Some of the concepts described in IPv6 and Bitcoin are complicated and full of technical jargon. This may be necessary to present the ideas at these early stages, and Dr. Wright calls for processes and descriptions to become easier to understand, which nChain is also working on.
“What you’re talking about is promoting the power of the end users, which is fundamental,” Professor Ladid notes.
Bitcoin has been like this since the start
Bitcoin was designed as an electronic cash system with the ability to send payments directly from one party to another. Dr. Wright puts it simply: this means “directly”—Alice doesn’t pay Bob by sending information to a mesh server; she sends it directly to Bob. Bob registers the transaction on the ledger (i.e., the blockchain) via Bitcoin’s “small world” network, which timestamps it. He also notes the reasons simplified payment verification (SPV) is necessary to streamline this process: a recipient (Bob) must be able to check that the transaction is valid by checking block headers only, not the entire Bitcoin blockchain.

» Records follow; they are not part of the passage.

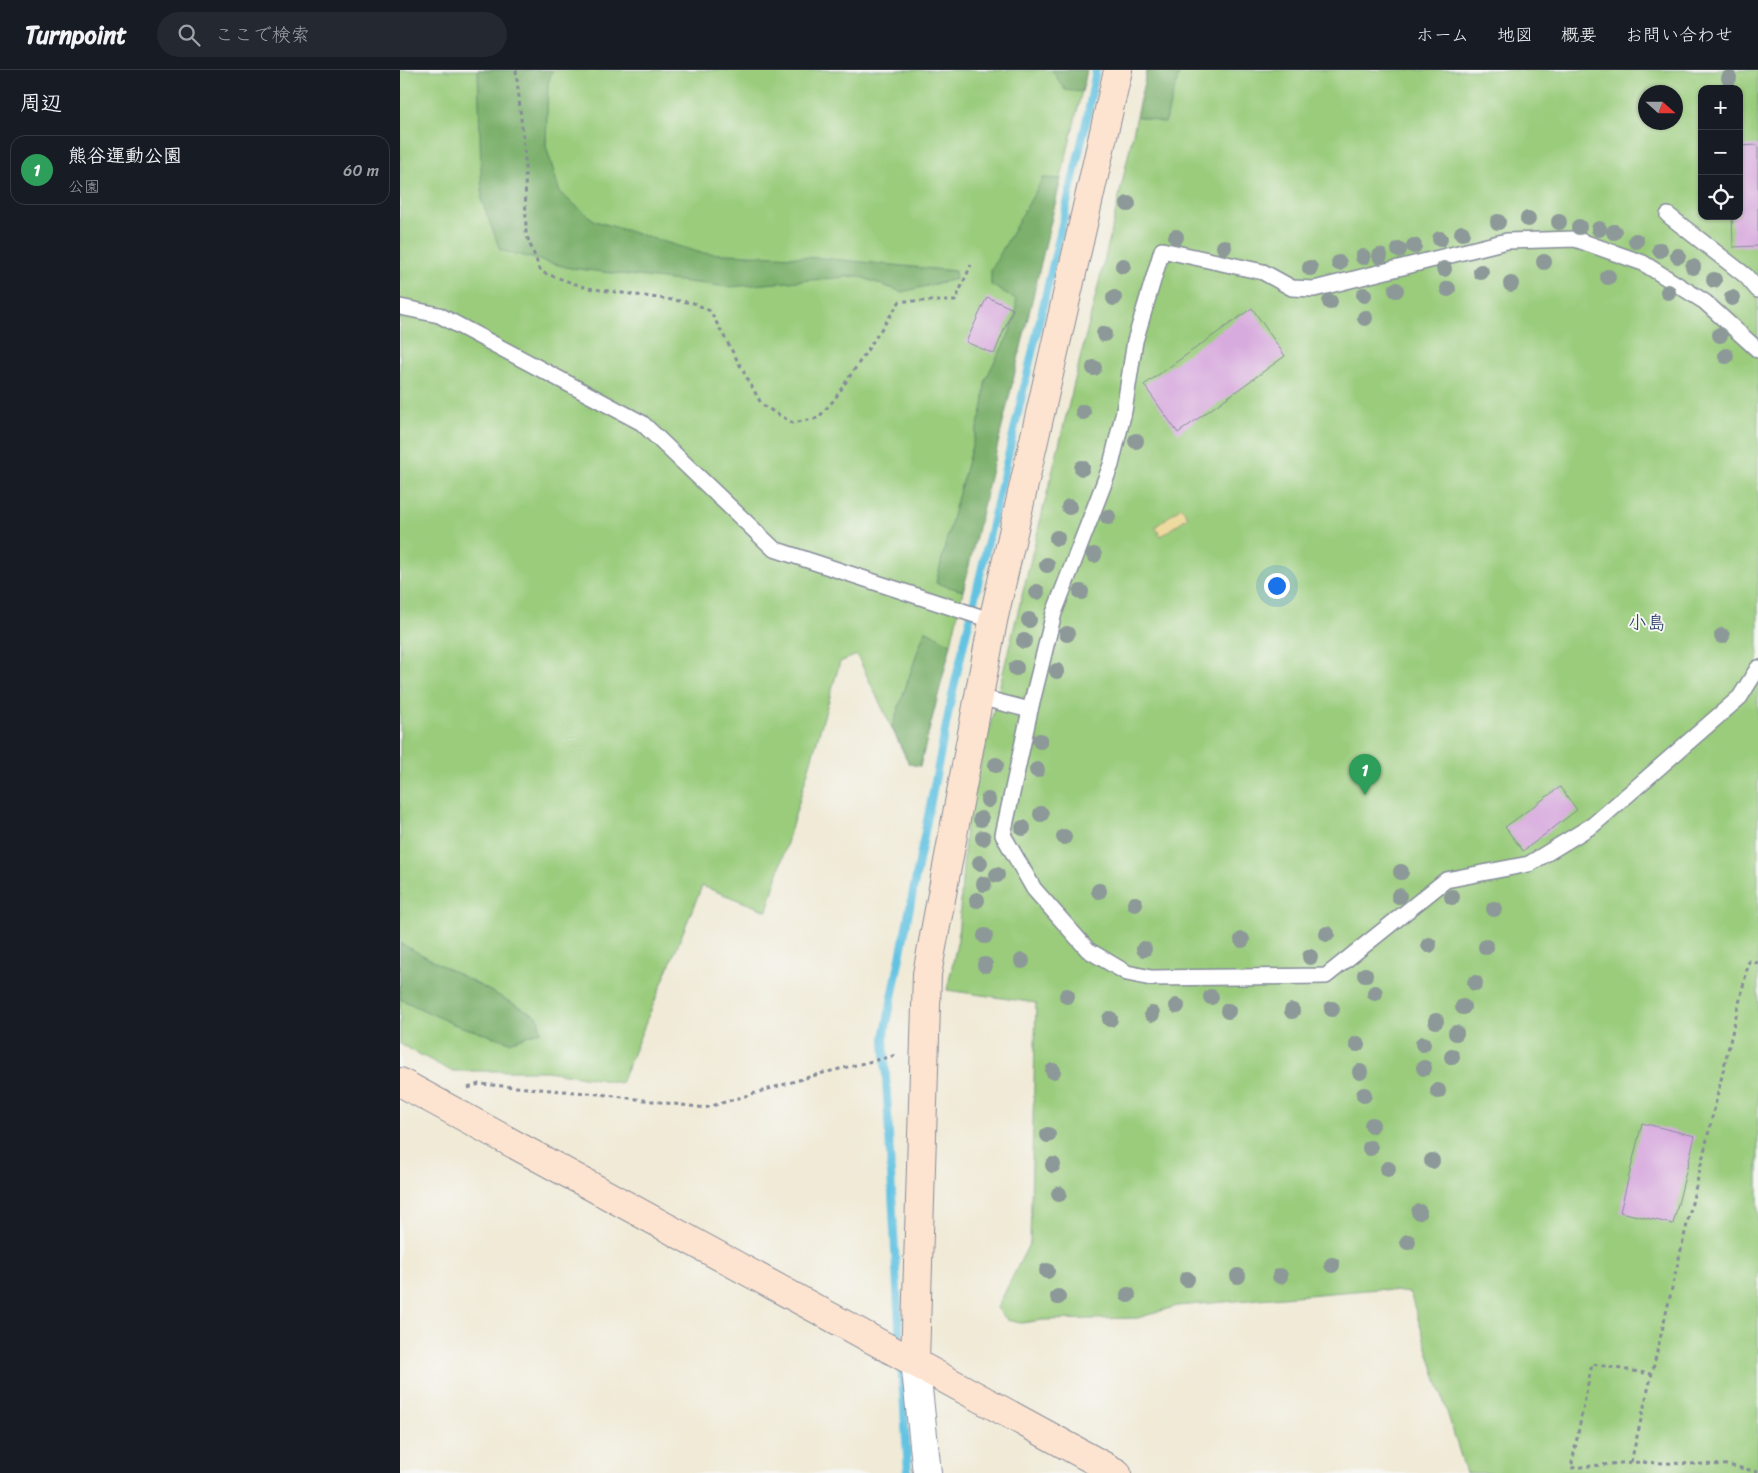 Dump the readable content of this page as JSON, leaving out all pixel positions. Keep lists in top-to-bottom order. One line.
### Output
{"districts":["小島"],"north":"right","page":{"header":"Turnpoint","search":"ここで検索","nav":["ホーム","地図","概要","お問い合わせ"],"heading":"周辺","map_buttons":["+","−"],"list":[{"mark":"1","name":"熊谷運動公園","note":"公園","value":"60 m"}],"pins":"1"}} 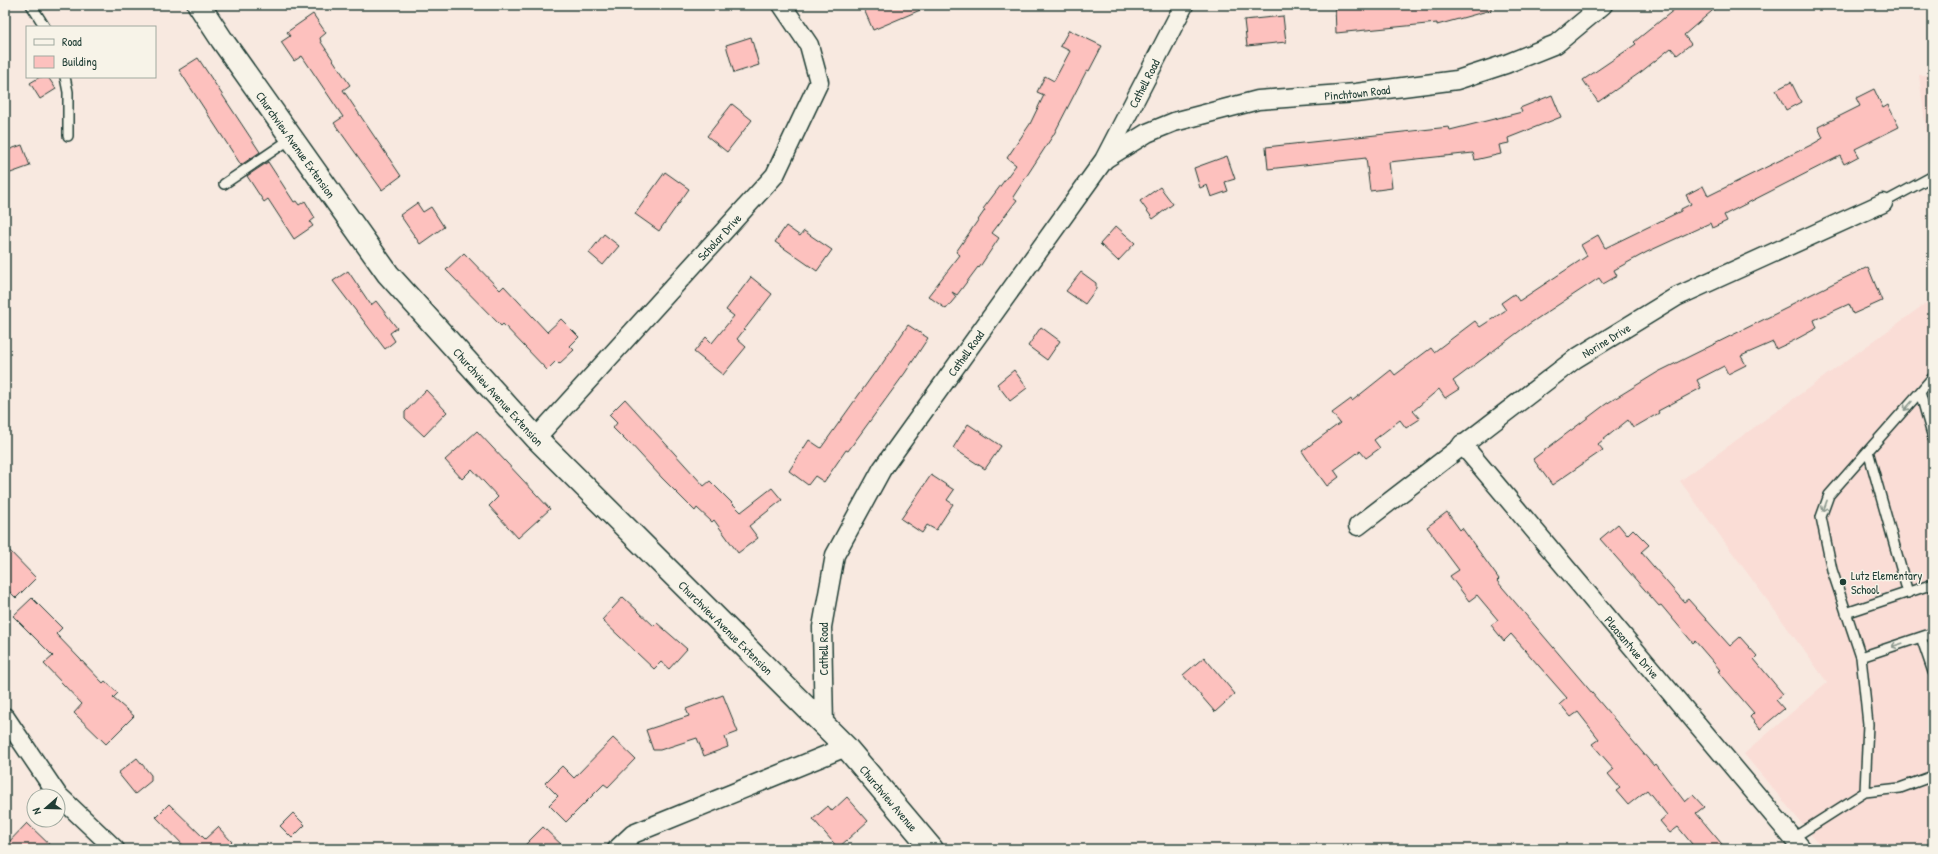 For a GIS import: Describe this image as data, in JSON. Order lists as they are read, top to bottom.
{
  "streets": {
    "street": [
      "Cathell Road",
      "Pinchtown Road",
      "Churchview Avenue Extension",
      "Scholar Drive",
      "Norine Drive",
      "Pleasantvue Drive",
      "Churchview Avenue"
    ]
  },
  "crossings": [
    ["Cathell Road", "Pinchtown Road"],
    ["Cathell Road", "Churchview Avenue Extension"],
    ["Churchview Avenue Extension", "Scholar Drive"],
    ["Churchview Avenue Extension", "Churchview Avenue"],
    ["Norine Drive", "Pleasantvue Drive"]
  ],
  "places": ["Lutz Elementary School"],
  "legend": ["Road", "Building"],
  "north": "left"
} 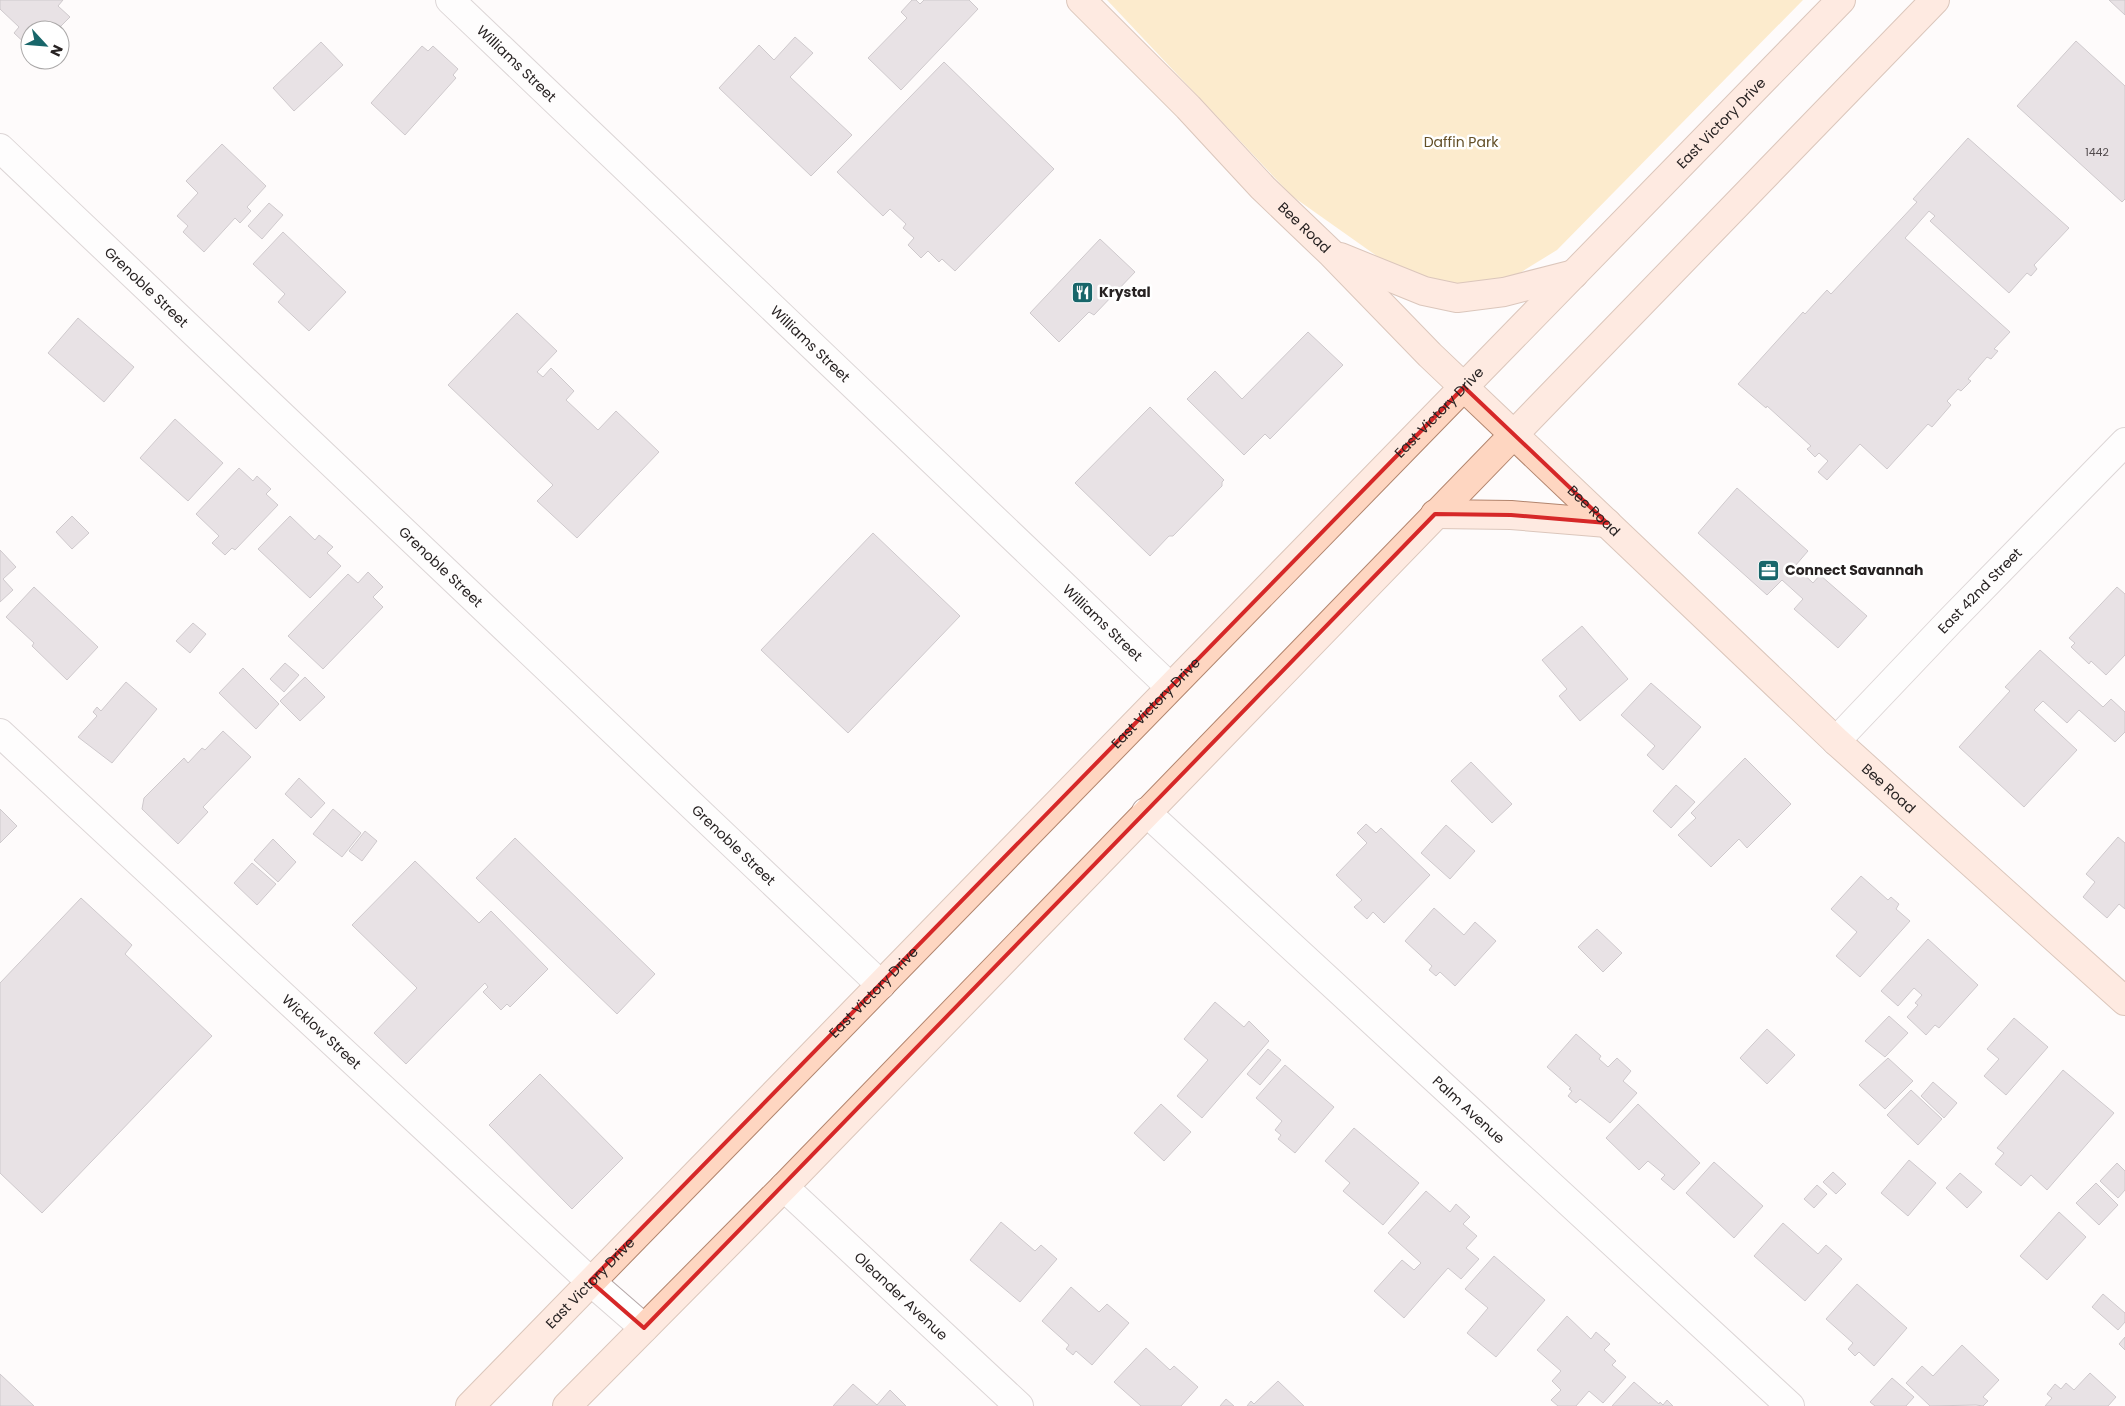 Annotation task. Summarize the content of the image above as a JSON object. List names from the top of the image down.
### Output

Currently, most recipients will check if a transaction is valid by searching the entire network for its details (difficult and inefficient). With SPV, the sender (Alice) can “hand the transaction” directly to the recipient (Bob), who immediately knows that it’s valid.
What does this have to do with IPv6?
“IPv6 has a lot of functionality that improves the operation of P2P networks,” Dr. Wright says. This is the internet’s original promise of direct communications.
IPv6’s “multicast address” features (remember that term) play a large role here. Nodes register as part of the network, allowing them all to receive transactions simultaneously. Bob doesn’t need to broadcast his transaction to all nodes; he only needs a single message to the network. Likewise, transaction processors (miners) don’t need to broadcast it to every machine after solving a block. The same single message to a multicast group will do.
This increased inefficiency will allow Bitcoin SV (BSV) to massively scale to millions of transactions per second by next year and potentially billions or tens of billions per second by the end of this decade.
Better cybersecurity models on open networks
An exponentially-increasing number of devices will connect to the internet at ever-lowering costs per device, including $10 tablets and IoT sensors at the lower end. DNSSec in IPv6, coupled with blockchain records, also means new and better cybersecurity models than today’s shell firewall and authorized certificate techniques. Dr. Wright mentions that nChain is developing concepts using broadcast and revokable encryption that can produce “an encrypted file that is provably owned (just) once” and is impossible to copy.
“Transactions are going to be very different in the future,” he adds, with different transaction formats containing information embedded in their headers and data to set (for example) payments and costs, configurations, firewall policies, security features, access, and NAP policies, etc. with interactive and updated communications—all based on what individual users are using.
“Decentralization doesn’t mean people running around saying ‘government can’t stop us,’ it means moving machines to the edges of the network. The promise of that the internet was meant to be 20-30 years ago.”
It means owning information and proving you own it without having it go through “Silicon Valley hubs” (one of Dr. Wright’s best-known nemeses), whether it’s cash/payments, your private data, classified documents, business contracts, and much more. The Bitcoin blockchain records all this information and makes it publicly validatable without the information itself being revealed. You can always enforce ownership and see if someone’s trying to cheat the system.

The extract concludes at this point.